The story circles around Mexican illegals in upstate New York. Rather odd, I never thought of them going that far, but I shall assume that Spencer-Fleming did her research. Around here a story about illegals would probably focus on coyotes and abuses of that sort. This is about drug smuggling and Mexican gangs and the New York version of inbred poor white trash - only not so poor.
Clare trashes yet another car. Russ gets over Linda's death. Russ and Claire finally manage to get to bed - honestly, Spencer-Fleming must have been running out of interruptions. She does throw a big one at the end, though. Russ is recovering after being shot and dying - in the prologue - making most of the book a flashback - down to the point where he didn't actually die after all. They have agreed that they can't live without each other - and her guard unit is deployed to Iraq. Remember, she joined the guard at the end of the one before this one - and went back flying helicopters, not as a chaplain.

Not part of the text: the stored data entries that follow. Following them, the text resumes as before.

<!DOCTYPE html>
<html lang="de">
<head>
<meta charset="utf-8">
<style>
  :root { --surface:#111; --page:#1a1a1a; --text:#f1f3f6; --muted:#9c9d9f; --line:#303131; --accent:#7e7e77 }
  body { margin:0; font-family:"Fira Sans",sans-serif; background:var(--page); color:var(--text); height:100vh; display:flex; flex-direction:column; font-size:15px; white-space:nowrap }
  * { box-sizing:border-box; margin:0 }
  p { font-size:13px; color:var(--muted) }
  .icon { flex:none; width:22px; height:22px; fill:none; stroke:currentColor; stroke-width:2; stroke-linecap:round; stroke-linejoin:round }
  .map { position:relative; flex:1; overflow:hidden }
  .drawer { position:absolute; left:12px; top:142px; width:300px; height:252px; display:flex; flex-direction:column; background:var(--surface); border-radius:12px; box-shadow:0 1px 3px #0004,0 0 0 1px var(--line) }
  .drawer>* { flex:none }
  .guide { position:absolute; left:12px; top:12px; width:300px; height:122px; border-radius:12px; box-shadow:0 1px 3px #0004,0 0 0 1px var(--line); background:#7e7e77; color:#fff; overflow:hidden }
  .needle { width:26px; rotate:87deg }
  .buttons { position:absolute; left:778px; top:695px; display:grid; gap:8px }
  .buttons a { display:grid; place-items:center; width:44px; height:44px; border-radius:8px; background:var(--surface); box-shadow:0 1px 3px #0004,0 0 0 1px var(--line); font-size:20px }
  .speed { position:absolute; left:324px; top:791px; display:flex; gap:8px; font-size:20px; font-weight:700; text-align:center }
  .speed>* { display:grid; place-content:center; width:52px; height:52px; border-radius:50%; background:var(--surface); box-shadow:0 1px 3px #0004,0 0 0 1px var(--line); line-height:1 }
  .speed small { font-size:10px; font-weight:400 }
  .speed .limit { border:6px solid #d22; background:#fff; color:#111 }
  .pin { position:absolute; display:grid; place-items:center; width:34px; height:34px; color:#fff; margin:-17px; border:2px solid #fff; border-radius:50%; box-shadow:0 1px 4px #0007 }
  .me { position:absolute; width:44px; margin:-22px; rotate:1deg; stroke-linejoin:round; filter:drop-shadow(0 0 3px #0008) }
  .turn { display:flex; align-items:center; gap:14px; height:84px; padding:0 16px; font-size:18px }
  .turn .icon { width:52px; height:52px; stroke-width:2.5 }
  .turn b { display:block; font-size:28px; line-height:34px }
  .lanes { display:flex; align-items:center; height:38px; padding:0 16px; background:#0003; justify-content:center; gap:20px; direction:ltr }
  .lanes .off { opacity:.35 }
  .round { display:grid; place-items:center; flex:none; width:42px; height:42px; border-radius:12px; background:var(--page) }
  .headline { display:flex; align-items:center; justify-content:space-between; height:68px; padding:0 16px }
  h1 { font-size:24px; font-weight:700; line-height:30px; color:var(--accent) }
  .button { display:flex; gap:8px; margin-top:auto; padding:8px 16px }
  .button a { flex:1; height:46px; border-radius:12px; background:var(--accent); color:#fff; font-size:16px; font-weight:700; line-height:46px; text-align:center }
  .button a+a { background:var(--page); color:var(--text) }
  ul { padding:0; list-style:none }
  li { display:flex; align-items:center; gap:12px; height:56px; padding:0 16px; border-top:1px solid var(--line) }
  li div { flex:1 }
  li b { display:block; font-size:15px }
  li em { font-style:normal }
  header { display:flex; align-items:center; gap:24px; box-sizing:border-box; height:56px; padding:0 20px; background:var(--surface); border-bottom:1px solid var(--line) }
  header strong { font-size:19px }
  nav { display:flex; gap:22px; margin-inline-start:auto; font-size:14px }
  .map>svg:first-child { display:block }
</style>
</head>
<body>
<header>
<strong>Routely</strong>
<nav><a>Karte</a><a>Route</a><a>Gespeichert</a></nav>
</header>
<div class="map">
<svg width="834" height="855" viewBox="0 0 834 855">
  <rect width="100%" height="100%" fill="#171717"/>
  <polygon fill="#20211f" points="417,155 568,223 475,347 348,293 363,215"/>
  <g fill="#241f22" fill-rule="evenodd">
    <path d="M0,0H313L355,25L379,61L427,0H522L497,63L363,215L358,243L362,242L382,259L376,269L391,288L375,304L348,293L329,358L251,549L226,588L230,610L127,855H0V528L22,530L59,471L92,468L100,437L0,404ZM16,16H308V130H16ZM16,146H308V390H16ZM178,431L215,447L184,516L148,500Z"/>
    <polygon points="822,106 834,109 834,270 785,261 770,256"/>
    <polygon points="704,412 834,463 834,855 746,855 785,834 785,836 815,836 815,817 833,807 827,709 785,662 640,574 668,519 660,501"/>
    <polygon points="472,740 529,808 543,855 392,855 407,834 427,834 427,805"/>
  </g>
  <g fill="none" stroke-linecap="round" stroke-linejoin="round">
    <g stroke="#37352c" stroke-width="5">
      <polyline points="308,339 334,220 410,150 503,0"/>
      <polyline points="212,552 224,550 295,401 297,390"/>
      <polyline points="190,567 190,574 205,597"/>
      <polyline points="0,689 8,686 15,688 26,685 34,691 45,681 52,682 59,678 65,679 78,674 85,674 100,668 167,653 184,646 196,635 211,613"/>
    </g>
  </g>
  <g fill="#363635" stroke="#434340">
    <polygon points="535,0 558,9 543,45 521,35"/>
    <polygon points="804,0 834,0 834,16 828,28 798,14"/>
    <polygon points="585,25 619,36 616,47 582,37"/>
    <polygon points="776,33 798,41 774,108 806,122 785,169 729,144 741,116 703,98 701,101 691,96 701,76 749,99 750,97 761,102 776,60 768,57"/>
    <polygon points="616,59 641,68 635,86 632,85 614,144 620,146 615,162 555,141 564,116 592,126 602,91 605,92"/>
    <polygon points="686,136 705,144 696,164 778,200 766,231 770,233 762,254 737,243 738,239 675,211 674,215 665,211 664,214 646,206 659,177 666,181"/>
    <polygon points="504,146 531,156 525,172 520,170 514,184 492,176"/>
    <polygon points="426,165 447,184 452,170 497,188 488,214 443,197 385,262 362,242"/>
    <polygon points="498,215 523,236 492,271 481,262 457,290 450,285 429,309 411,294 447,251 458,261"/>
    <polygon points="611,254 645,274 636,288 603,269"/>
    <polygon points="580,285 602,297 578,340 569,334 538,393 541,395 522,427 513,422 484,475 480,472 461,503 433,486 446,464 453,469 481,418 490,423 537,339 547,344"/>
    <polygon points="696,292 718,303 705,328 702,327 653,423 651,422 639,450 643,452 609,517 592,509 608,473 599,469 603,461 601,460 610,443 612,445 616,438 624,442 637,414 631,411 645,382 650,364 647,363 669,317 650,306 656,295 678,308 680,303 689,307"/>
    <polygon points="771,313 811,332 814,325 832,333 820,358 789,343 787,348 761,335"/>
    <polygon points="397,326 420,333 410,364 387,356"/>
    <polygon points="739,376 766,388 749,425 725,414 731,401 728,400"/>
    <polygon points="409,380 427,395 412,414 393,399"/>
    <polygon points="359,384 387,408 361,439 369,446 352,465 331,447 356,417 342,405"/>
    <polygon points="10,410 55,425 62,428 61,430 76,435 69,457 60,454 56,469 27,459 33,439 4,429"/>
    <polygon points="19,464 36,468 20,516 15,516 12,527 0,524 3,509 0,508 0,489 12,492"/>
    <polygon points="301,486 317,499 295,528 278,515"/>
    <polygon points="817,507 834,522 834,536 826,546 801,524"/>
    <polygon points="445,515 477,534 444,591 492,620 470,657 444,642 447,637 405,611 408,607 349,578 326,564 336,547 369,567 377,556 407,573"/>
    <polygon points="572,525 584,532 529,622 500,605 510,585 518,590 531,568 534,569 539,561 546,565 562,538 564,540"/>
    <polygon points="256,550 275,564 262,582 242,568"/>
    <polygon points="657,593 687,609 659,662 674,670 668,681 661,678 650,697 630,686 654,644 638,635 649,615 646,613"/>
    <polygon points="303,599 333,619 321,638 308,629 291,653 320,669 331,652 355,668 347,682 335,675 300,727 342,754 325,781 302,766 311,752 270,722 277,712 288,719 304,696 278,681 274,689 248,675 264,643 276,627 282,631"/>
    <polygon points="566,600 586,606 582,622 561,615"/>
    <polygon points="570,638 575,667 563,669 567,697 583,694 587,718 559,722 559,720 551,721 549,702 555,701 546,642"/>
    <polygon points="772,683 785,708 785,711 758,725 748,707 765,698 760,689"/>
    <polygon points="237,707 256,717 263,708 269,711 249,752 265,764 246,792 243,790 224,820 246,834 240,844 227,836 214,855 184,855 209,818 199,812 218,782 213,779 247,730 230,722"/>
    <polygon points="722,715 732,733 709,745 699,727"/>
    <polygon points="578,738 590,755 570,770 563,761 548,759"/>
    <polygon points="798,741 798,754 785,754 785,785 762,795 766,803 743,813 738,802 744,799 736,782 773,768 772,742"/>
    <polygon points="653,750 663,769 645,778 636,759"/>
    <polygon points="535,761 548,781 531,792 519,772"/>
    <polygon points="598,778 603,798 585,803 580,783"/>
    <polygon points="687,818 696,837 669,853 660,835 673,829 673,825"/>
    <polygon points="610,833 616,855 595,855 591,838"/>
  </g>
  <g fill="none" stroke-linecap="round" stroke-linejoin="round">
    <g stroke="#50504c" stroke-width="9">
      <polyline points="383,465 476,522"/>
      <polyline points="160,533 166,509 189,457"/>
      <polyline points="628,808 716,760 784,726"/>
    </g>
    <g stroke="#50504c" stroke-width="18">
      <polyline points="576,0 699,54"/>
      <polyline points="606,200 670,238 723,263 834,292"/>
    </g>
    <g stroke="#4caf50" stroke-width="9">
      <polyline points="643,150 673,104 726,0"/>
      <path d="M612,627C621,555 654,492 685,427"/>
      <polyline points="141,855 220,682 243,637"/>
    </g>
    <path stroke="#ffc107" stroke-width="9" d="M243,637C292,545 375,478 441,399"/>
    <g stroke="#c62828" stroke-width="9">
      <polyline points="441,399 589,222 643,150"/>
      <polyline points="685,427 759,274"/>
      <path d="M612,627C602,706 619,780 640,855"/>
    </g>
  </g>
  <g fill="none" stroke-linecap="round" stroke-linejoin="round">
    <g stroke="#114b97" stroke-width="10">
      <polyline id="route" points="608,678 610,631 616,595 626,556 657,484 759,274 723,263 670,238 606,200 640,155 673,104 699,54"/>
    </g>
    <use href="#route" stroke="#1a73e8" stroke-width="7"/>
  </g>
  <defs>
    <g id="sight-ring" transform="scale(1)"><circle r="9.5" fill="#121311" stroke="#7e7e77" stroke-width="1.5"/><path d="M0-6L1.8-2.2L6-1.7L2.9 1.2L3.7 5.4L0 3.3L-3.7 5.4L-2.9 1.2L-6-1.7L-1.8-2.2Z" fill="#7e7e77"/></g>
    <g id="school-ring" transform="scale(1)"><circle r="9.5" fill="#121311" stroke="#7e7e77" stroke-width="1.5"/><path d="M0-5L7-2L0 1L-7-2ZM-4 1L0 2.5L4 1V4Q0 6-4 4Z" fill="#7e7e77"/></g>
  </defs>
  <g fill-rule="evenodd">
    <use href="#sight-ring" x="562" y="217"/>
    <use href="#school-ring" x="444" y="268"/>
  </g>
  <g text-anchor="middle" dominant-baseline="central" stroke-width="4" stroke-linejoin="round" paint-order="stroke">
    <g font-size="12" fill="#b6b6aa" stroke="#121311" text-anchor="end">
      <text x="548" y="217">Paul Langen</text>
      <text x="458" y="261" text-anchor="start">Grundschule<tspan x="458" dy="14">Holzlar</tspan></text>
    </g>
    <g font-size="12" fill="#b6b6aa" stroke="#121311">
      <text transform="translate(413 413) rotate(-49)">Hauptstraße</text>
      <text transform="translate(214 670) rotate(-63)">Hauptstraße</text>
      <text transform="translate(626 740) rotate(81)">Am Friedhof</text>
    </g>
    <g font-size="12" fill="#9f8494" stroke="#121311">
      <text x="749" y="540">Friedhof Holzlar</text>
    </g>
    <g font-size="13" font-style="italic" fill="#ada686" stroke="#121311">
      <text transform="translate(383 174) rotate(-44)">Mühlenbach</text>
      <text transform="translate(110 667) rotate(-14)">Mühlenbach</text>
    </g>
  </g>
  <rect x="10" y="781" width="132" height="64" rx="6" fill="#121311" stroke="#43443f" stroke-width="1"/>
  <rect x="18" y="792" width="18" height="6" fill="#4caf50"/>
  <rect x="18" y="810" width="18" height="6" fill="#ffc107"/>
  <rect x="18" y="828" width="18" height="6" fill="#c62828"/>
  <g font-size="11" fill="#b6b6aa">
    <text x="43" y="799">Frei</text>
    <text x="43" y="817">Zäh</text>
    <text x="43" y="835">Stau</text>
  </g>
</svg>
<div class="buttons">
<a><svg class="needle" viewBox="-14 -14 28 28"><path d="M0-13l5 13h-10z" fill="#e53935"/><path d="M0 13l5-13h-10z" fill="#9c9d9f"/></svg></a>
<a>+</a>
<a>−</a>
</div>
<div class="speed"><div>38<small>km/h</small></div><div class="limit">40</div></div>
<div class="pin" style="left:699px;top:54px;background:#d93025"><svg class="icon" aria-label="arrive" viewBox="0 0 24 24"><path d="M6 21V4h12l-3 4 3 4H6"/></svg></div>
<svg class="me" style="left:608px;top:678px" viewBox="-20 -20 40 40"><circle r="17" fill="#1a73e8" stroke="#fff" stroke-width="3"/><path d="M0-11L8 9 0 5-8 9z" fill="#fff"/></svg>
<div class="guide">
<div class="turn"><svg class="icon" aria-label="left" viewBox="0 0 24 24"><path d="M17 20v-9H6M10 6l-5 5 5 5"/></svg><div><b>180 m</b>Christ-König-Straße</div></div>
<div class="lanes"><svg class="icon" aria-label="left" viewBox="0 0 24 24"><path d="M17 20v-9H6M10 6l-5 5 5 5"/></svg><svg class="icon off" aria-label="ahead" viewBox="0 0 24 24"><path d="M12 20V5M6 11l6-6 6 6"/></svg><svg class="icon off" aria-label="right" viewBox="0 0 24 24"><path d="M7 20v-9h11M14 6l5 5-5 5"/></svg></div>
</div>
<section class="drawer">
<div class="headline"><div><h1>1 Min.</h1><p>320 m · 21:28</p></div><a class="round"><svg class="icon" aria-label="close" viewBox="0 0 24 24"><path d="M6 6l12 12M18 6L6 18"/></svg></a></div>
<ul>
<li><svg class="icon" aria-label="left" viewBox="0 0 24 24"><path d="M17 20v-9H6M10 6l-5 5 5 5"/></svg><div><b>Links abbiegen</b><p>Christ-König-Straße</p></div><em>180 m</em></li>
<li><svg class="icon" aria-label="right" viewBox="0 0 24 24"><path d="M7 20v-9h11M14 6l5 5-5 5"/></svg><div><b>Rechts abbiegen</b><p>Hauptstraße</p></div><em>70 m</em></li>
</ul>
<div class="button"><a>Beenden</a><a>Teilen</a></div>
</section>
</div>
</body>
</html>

This one also included what I think is my favorite scene in the entire series so far. These, as you may have gathered, are not cheerful goofy mysteries, they tend to be downright grim. And the events surrounding this scene are just as grim as one would expect - but the Mexican bad guys, in the attempt to recover the truckload (BIG truck load) of pot which the white trash had stolen, set fire to the barn in which the other bad guys are hiding. In addition to the local bad guys and the not so innocent girl and the Mexican laborer who is trying to save her from her family, the barn contains - have you guessed? - the pot, of course. So all this is enacted while all participants, including Clare and a couple of Millers Kill police officers, are as high as proverbial kites.